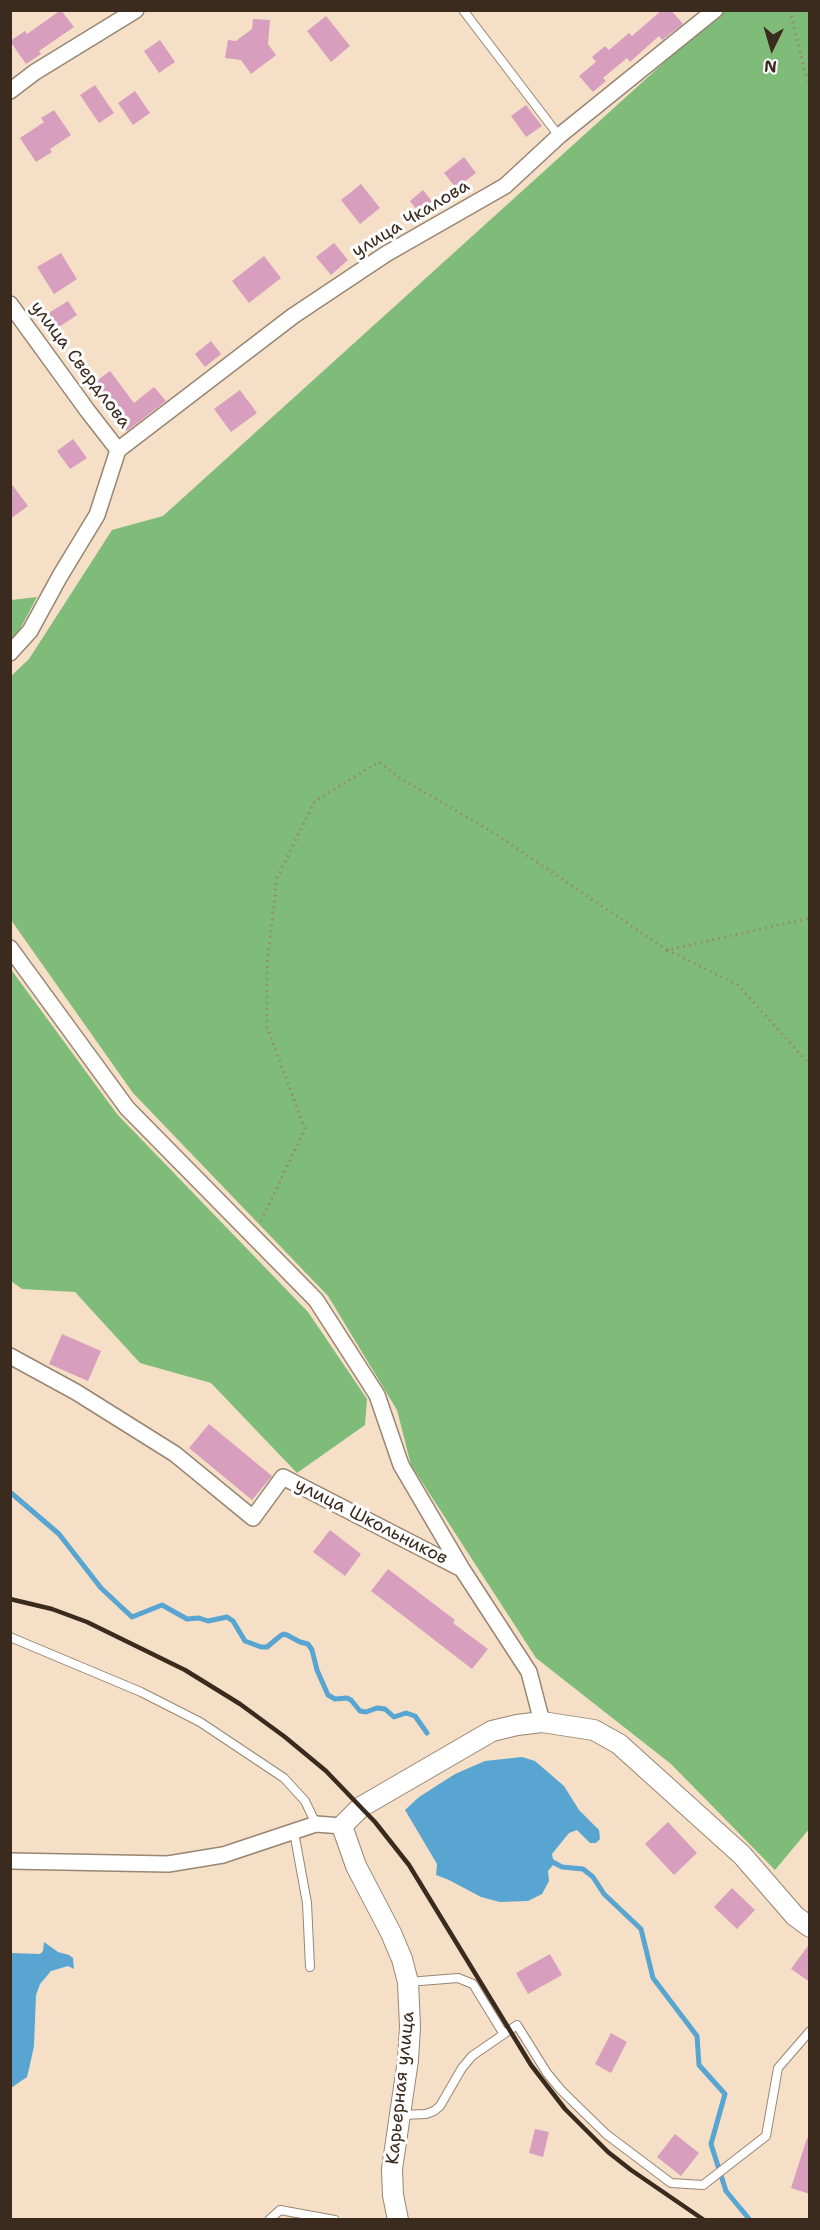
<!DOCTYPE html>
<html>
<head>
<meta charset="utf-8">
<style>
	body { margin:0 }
	#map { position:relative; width:820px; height:2230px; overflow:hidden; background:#f5e0c7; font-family:"Shantell Sans",sans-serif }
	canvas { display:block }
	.frame { position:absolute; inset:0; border:12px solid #3b2a1e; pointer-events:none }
	.north { position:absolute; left:742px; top:18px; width:60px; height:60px; -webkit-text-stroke:4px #fff; paint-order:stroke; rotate:185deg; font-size:16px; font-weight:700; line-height:24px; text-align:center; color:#3b2a1e }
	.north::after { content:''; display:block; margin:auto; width:21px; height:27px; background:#3b2a1e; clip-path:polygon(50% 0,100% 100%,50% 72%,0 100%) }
</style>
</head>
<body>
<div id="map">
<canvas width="820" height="2230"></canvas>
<div class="frame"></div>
<div class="north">N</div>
</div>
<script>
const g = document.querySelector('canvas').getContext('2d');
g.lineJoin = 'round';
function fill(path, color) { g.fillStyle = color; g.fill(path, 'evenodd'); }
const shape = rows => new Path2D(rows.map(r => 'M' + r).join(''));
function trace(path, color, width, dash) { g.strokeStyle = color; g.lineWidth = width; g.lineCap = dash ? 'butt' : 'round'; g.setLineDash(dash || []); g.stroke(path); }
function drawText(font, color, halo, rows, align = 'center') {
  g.font = font + ' "Shantell Sans",sans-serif'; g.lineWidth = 6; g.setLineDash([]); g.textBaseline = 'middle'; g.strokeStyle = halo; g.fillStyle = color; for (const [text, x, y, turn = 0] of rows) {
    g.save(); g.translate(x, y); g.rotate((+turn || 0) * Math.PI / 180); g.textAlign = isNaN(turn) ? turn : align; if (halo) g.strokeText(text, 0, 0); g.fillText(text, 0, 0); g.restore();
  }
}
const forest = shape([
	[721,11,809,11,810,1828,775,1870,671,1764,536,1658,411,1465,397,1410,328,1296,133,1093,11,920,10,677,29,659,112,530,163,516],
	[37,597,18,633,11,640,11,600],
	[10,968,117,1114,308,1312,367,1399,365,1425,297,1473,211,1383,140,1363,75,1292,22,1289,11,1281]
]);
const water = shape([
	[522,1757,535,1761,564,1786,579,1810,599,1830,600,1839,596,1843,590,1843,577,1830,569,1833,552,1854,554,1864,548,1871,549,1881,542,1894,528,1901,500,1902,481,1897,449,1880,436,1875,437,1864,405,1810,419,1797,455,1774,485,1761],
	[44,1942,58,1952,69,1955,73,1958,74,1969,68,1966,51,1971,40,1984,36,1995,34,2046,29,2069,27,2077,11,2088,11,1953,40,1954,43,1951]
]);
const stream = shape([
	[10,1492,59,1534,101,1588,132,1617,162,1605,187,1619,199,1618,208,1621,227,1617,233,1621,245,1641,261,1647,267,1647,279,1637,283,1634,287,1635,300,1642,308,1644,312,1650,317,1670,328,1695,335,1699,347,1698,351,1700,360,1711,366,1712,377,1708,385,1709,394,1717,406,1713,415,1716,427,1733],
	[551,1861,562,1867,583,1869,593,1877,604,1894,641,1929,653,1978,697,2036,699,2065,725,2094,711,2144,726,2191,750,2220]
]);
const building = shape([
	[61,10,74,27,39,51,41,54,26,64,10,41,25,31,27,34],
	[662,10,671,10,683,24,662,40,659,36,630,62,627,58,603,78,606,81,593,92,579,76,596,62,592,57,605,46,609,50,629,33,632,36],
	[326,16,350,46,331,62,307,31],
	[253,19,270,20,268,44,276,55,251,74,241,60,225,58,228,40,236,41,252,29],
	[160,40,175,62,159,73,144,51],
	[95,85,114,113,99,123,80,95],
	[135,91,150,113,133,125,118,103],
	[526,105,542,126,526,137,511,116],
	[54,110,71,135,50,149,52,152,36,162,20,138,44,122,41,118],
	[464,157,476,173,456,188,444,173],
	[361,184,380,208,360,224,341,200],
	[423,190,434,204,420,214,410,201],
	[334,243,348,260,331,275,316,257],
	[61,253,77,279,54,294,37,267],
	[264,256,281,278,249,303,232,281],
	[68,301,77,315,56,329,47,314],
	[211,341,221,354,205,367,195,354],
	[110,371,134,403,154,387,166,401,127,431,94,383],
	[240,390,257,413,231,432,214,409],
	[73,439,87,458,70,469,57,451],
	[10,482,28,506,10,519],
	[62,1334,101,1351,88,1381,49,1364],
	[209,1424,272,1476,252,1500,189,1448],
	[330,1530,361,1554,345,1576,313,1552],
	[388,1569,455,1620,453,1623,488,1649,472,1669,371,1591],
	[668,1822,697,1853,674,1875,645,1844],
	[732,1888,755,1910,737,1929,714,1907],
	[810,1943,810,1982,791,1969],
	[550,1954,562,1975,528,1994,516,1973],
	[611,2033,627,2042,611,2073,595,2064],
	[535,2129,549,2132,543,2157,529,2153],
	[675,2134,699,2153,681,2176,657,2157],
	[807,2138,810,2138,810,2194,791,2188]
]);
const path = shape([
	[790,10,805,72,810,84],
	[667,950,738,985,810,1065],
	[261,1221,305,1129,267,1027,267,965,277,878,315,801,379,762,400,778,494,833,667,950,810,918]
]);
const service = shape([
	[463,10,559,136],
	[10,1637,141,1692,200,1722,284,1778,305,1801,316,1824],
	[294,1832,307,1903,310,1967],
	[408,1982,458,1978,473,1984,503,2033],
	[401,2115,426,2114,434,2111,440,2106,462,2068,472,2056,517,2025,547,2073,561,2090,606,2134,671,2183,703,2185,766,2136,778,2068,810,2031],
	[269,2220,280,2210,335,2220]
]);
const minor = shape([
	[10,91,35,72,136,10],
	[10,304,87,410,118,450],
	[118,450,293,316,386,254,505,186,559,136,715,10],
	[10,653,30,631,60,576,97,515,118,450],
	[10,948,127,1108,316,1300,377,1395,401,1465,462,1569,529,1672,542,1722],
	[10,1356,76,1392,175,1454,253,1518,283,1477,462,1569],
	[10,1861,168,1864,223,1855,316,1824,342,1826]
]);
const tertiary = shape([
	[398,2220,393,2195,392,2169,408,2060,410,2027,408,1982,402,1959,391,1933,356,1866,342,1826,361,1807,492,1731,517,1725,542,1722,594,1730,619,1744,742,1855,795,1916,810,1927]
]);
const rail = shape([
	[10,1599,52,1609,87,1622,185,1670,240,1704,285,1737,326,1771,375,1822,409,1865,531,2065,565,2109,608,2152,631,2170,704,2220]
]);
const streetNames = [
	["улица Чкалова",411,219,-31],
	["улица Свердлова",80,365,53],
	["улица Школьников",371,1522,27],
	["Карьерная улица",401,2088,-84]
];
fill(forest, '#7fbc7a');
fill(water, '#59a5d2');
trace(stream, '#59a5d2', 5);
fill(building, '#d79ebd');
trace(service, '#988572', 10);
trace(minor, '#988572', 18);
trace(tertiary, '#988572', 22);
trace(path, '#988572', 3, [1.5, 4.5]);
trace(service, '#fff', 8);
trace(minor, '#fff', 15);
trace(tertiary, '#fff', 20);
trace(rail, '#3b2a1e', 4.5);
drawText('18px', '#3b2a1e', '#fff', streetNames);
</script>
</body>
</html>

-------------------------

» Assigned task:
Find the word "canvas" in the records. Copy every line it appears in.

» Answer to this exercise:
	canvas { display:block }
<canvas width="820" height="2230"></canvas>
const g = document.querySelector('canvas').getContext('2d');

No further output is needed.